Nepal defers local elections to June 23
The Nepal government on Monday deferred the second phase of elections to local bodies by nine days to June 23 to ensure the participation of agitating Madhes-based parties.
According to a cabinet decision, some electoral provisions will be amended speedily in line with the demands of the Madhesi parties so that they can register and get their election symbols.
But the government was silent on two key demands of the Madhesi parties — amendments in the new Constitution to make it more Madhes-friendly and inclusive, and increasing the numbers of local government units in the plains known as Terai.
After repeatedly failing to amend the Constitution, the government decided to add 22 more local units in the Terai region, a move subsequently stayed by the Supreme Court.
As their demands remain unfulfilled, it is still unclear if the Madhes-based parties will join the polls on June 23.
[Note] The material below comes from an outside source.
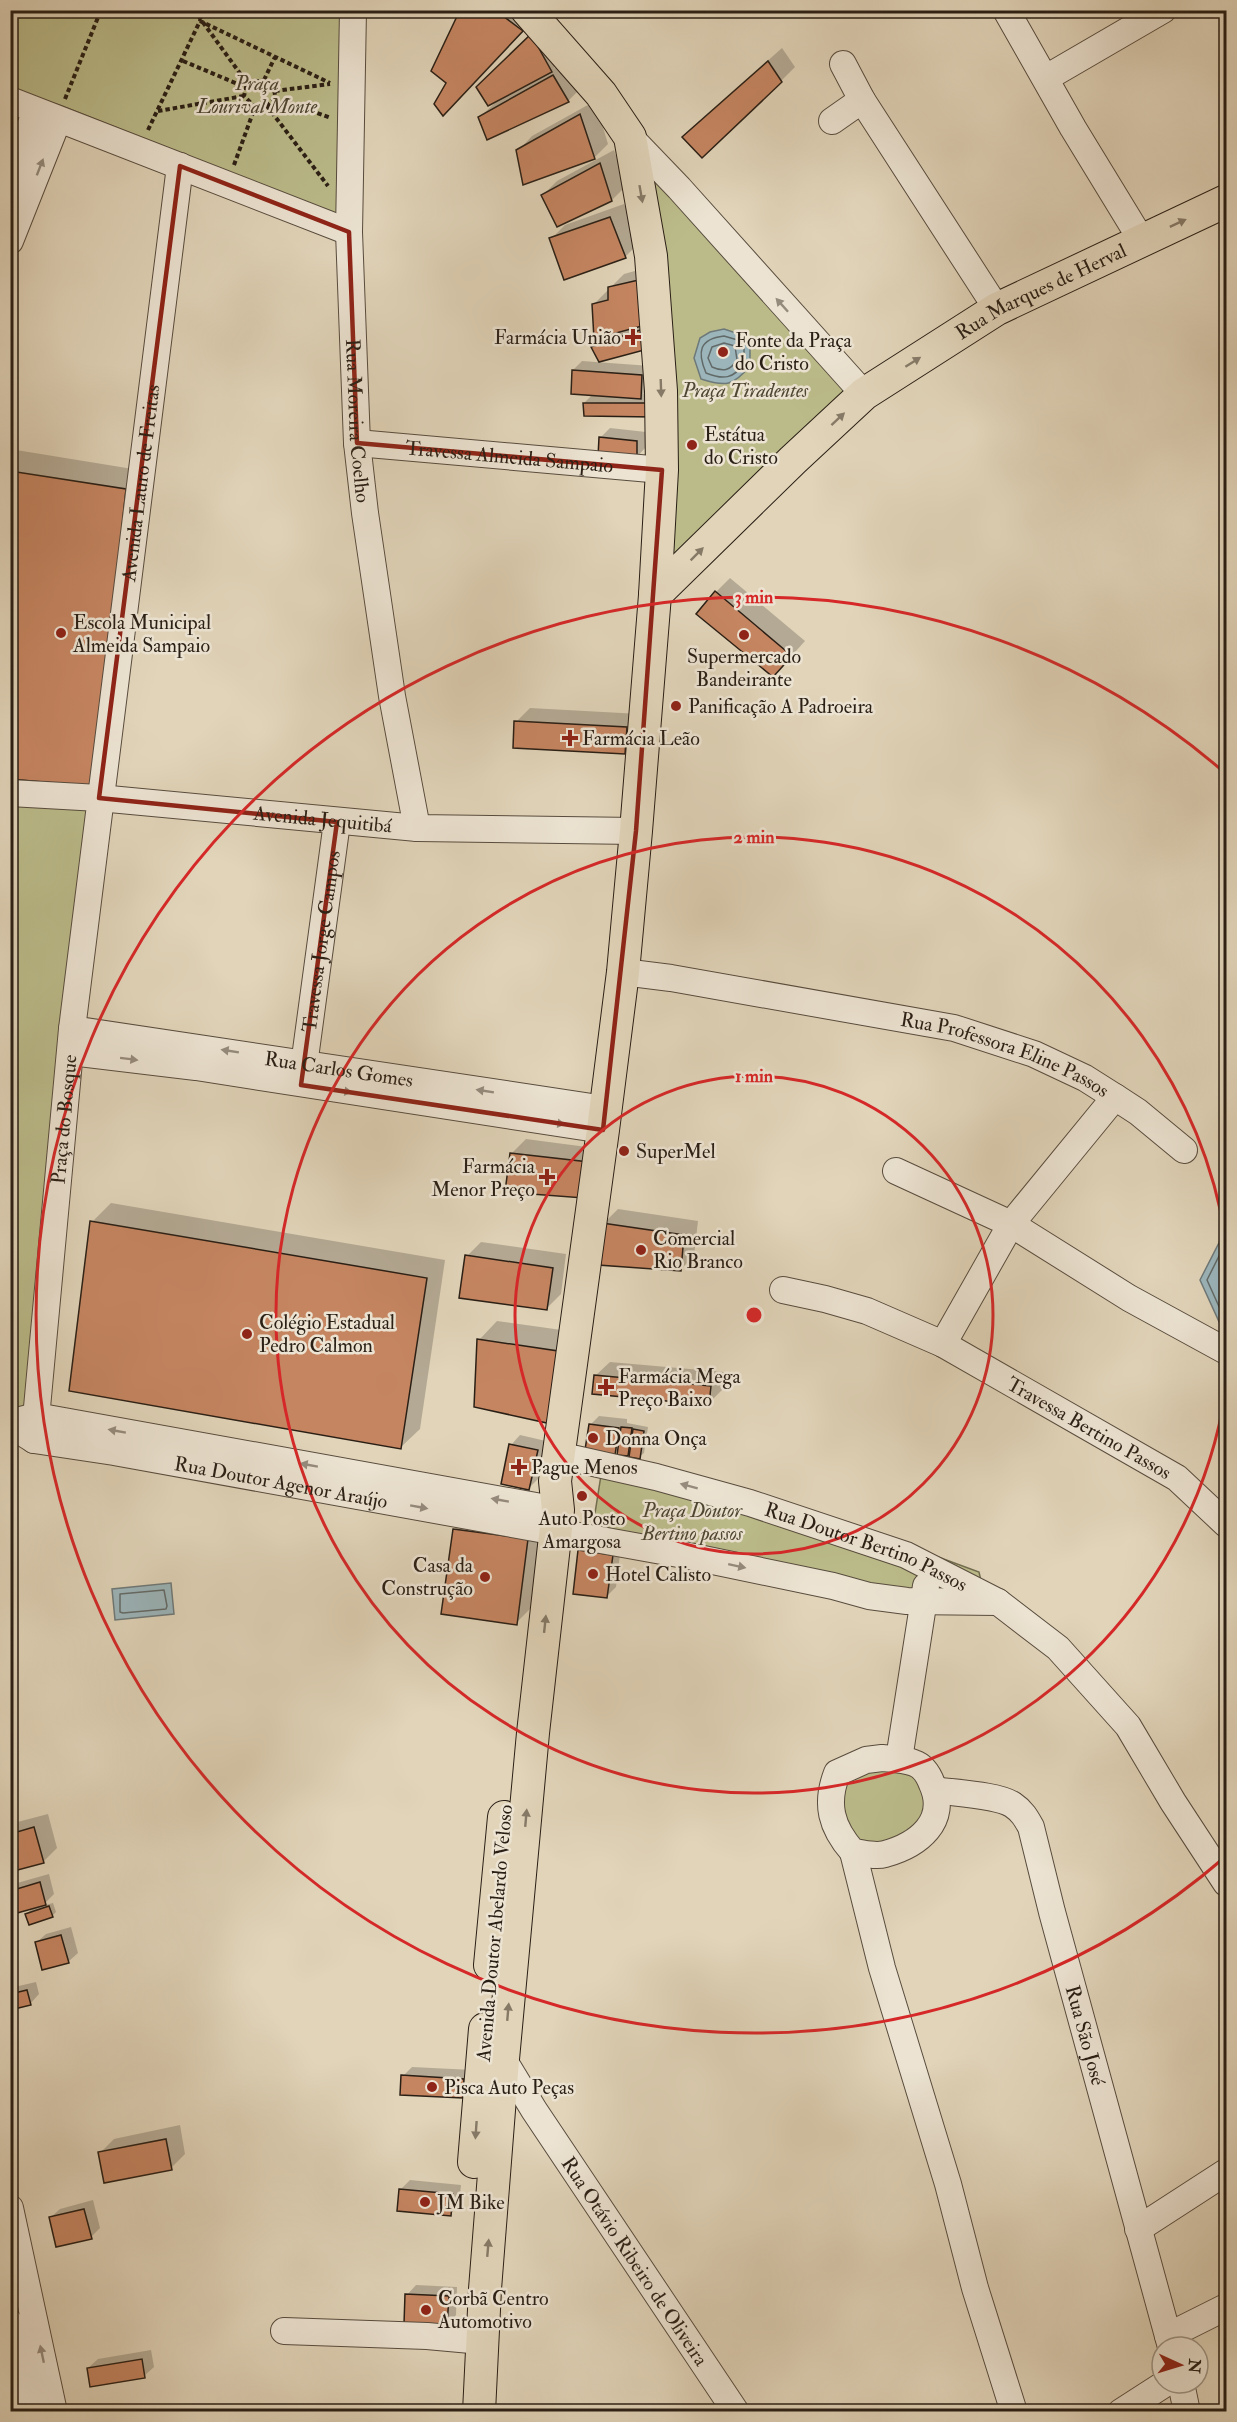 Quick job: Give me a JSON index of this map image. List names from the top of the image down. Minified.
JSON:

The cabinet also decided to request the Supreme Court to vacate its interim order against the government's decision to increase the local government units.
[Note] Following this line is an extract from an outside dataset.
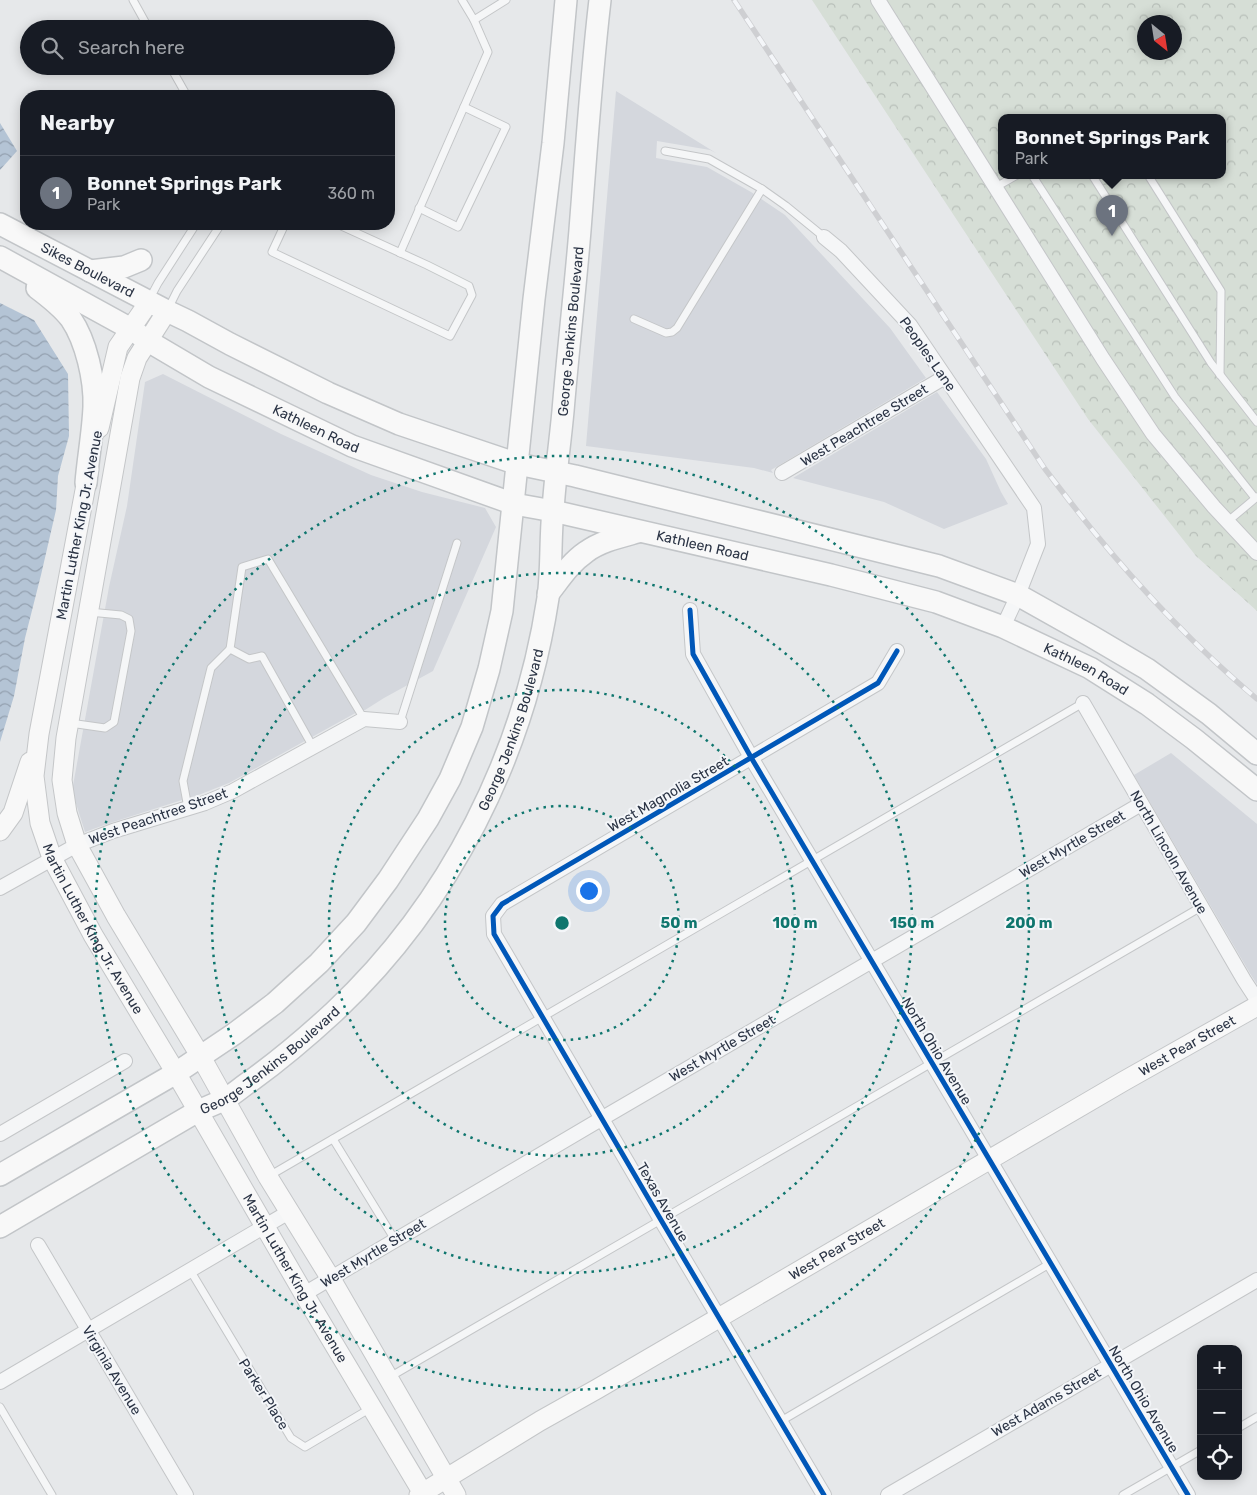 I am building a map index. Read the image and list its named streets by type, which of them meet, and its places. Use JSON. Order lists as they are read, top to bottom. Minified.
{"streets":{"main road":["Sikes Boulevard","George Jenkins Boulevard","Kathleen Road","Martin Luther King Jr. Avenue","West Pear Street"],"street":["Peoples Lane","West Peachtree Street","West Magnolia Street","West Myrtle Street","North Lincoln Avenue","North Ohio Avenue","Texas Avenue","Virginia Avenue","West Adams Street"],"lane":["Parker Place"]},"crossings":[["Sikes Boulevard","Martin Luther King Jr. Avenue"],["George Jenkins Boulevard","Kathleen Road"],["George Jenkins Boulevard","Martin Luther King Jr. Avenue"],["Peoples Lane","West Peachtree Street"],["Peoples Lane","Kathleen Road"],["West Peachtree Street","Martin Luther King Jr. Avenue"],["Kathleen Road","Martin Luther King Jr. Avenue"],["Martin Luther King Jr. Avenue","West Myrtle Street"],["Martin Luther King Jr. Avenue","West Pear Street"],["Martin Luther King Jr. Avenue","Parker Place"],["West Magnolia Street","North Ohio Avenue"],["West Magnolia Street","Texas Avenue"],["West Myrtle Street","North Lincoln Avenue"],["West Myrtle Street","North Ohio Avenue"],["West Myrtle Street","Texas Avenue"],["West Pear Street","North Ohio Avenue"],["West Pear Street","Texas Avenue"],["North Ohio Avenue","West Adams Street"]],"north":"bottom right","page":{"search":"Search here","heading":"Nearby","popup":["Bonnet Springs Park","Park"],"list":[{"mark":"1","name":"Bonnet Springs Park","note":"Park","value":"360 m"}],"pins":"1","map_buttons":["+","−"]},"rings":["50 m","100 m","150 m","200 m"]}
It was expected that increasing local administrative units in line with the population ratio would encourage the Madhes-based parties to join the polls, being held after two decades.
In its stay order on May 26, the apex court said the number and boundaries of local units cannot be revised after the announcement of the election date according to Clause 4 of the Local Level Election Act 2017.
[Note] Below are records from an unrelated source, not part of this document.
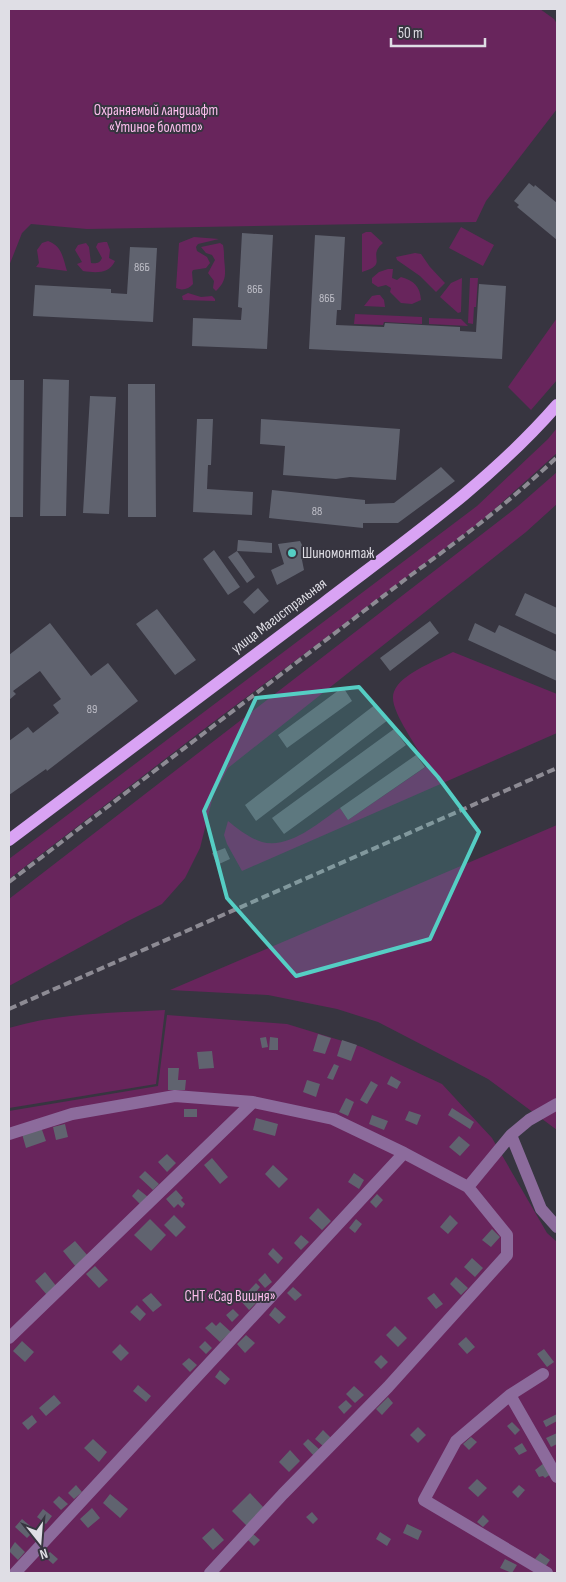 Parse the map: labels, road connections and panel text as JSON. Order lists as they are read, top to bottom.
{
  "streets": {
    "main road": ["улица Магистральная"]
  },
  "parks": ["Охраняемый ландшафт «Утиное болото»", "СНТ «Сад Вишня»"],
  "places": ["Шиномонтаж"],
  "house_numbers": [
    "86Б",
    "86Б",
    "86Б",
    "88",
    "89"
  ],
  "scale_bar": "50 m",
  "north": "bottom"
}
The court’s decision further angered Madesh-based parties that recently formed the Rashtriya Janata Party-Nepal (RJP-N), which was already enraged by the election commission's refusal to register it to participate in the local elections and provide it with an election symbol.
On Sunday, during a meeting between ruling and opposition parties and RJP-N , caretaker Prime Minister Pushpa Kamal Dahal “Prachanda” proposed deferring the polls.
The Sanghiya Gathabandhan, a unified group of six Madhes-based parties led by RJP-N, had announced various protest programmes aimed at foiling the June 14 elections. The alliance had been pressing the government to defer the date for the second phase of polls.
With the first round successfully held on May 14, clouds of uncertainty were hanging over the second phase to be held in 41 districts of four provinces.